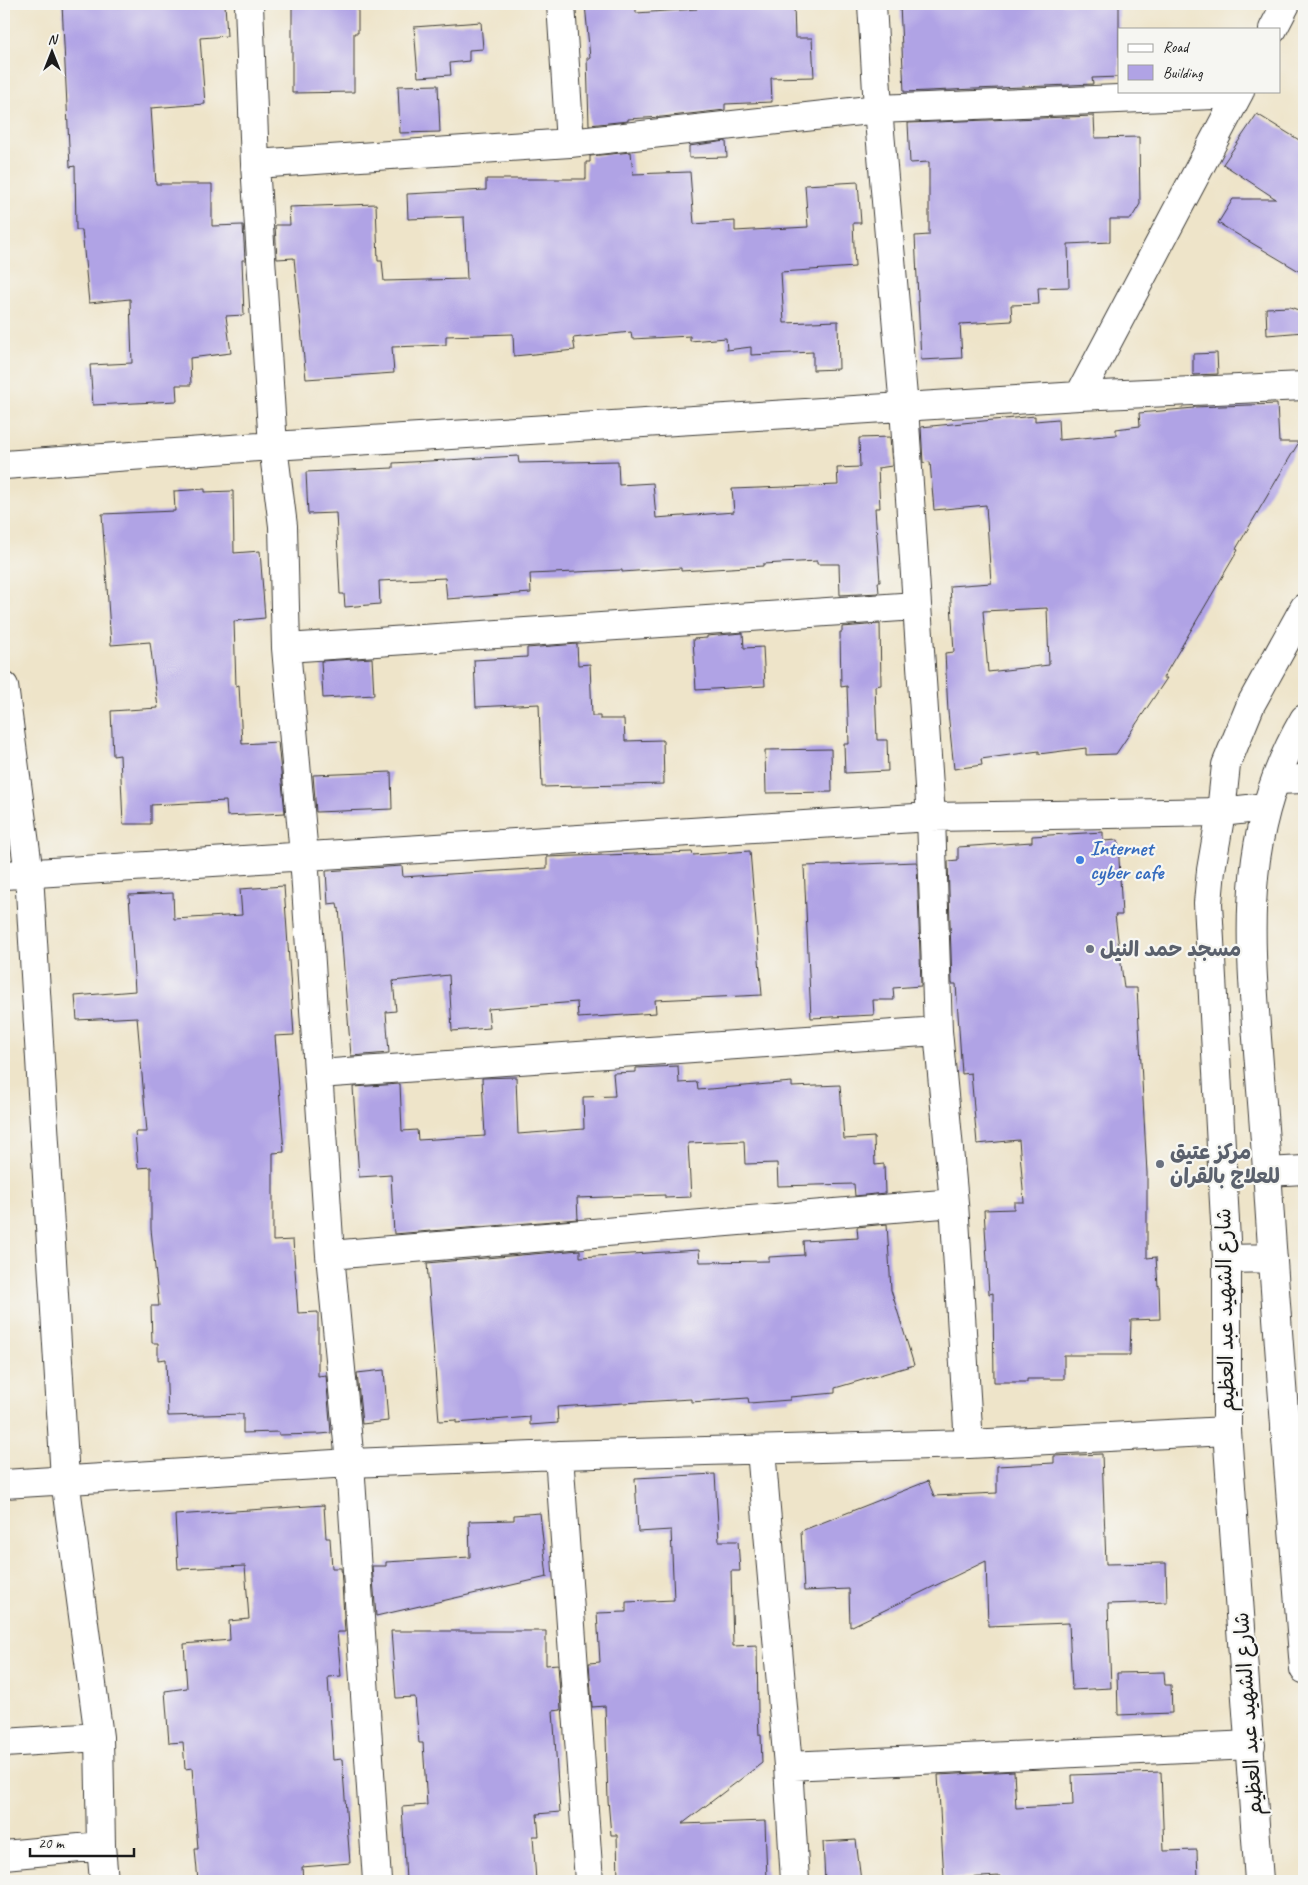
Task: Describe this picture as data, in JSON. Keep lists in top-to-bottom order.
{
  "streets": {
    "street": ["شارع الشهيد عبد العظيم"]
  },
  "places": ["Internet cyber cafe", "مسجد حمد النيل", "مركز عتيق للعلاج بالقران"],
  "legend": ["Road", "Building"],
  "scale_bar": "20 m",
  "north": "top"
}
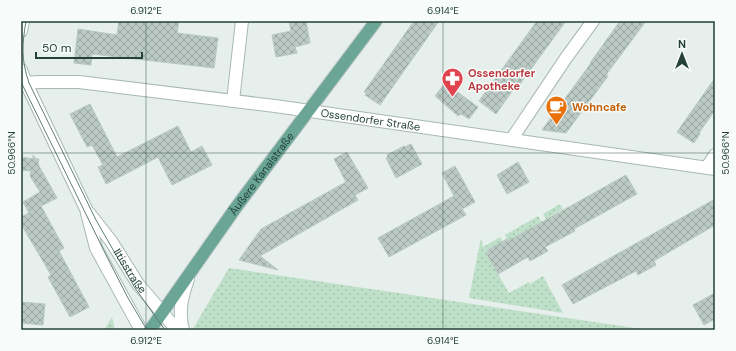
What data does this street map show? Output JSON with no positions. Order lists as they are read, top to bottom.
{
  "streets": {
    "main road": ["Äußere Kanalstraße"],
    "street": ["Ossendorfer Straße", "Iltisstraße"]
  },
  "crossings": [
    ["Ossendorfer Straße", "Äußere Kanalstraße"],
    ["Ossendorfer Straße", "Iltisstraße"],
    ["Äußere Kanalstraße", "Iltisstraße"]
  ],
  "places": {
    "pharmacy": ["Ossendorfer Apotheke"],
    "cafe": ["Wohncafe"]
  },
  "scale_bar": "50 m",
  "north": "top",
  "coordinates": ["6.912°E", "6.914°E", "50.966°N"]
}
+ + +
EXERCISE REQUIREMENTS: The expected response is every entry above, repeated exactly, pictures removed.

ANSWER SPACE:
Task: Describe this picture as data, in JSON. Keep lists in top-to-bottom order.
{
  "streets": {
    "street": ["شارع الشهيد عبد العظيم"]
  },
  "places": ["Internet cyber cafe", "مسجد حمد النيل", "مركز عتيق للعلاج بالقران"],
  "legend": ["Road", "Building"],
  "scale_bar": "20 m",
  "north": "top"
}
What data does this street map show? Output JSON with no positions. Order lists as they are read, top to bottom.
{
  "streets": {
    "main road": ["Äußere Kanalstraße"],
    "street": ["Ossendorfer Straße", "Iltisstraße"]
  },
  "crossings": [
    ["Ossendorfer Straße", "Äußere Kanalstraße"],
    ["Ossendorfer Straße", "Iltisstraße"],
    ["Äußere Kanalstraße", "Iltisstraße"]
  ],
  "places": {
    "pharmacy": ["Ossendorfer Apotheke"],
    "cafe": ["Wohncafe"]
  },
  "scale_bar": "50 m",
  "north": "top",
  "coordinates": ["6.912°E", "6.914°E", "50.966°N"]
}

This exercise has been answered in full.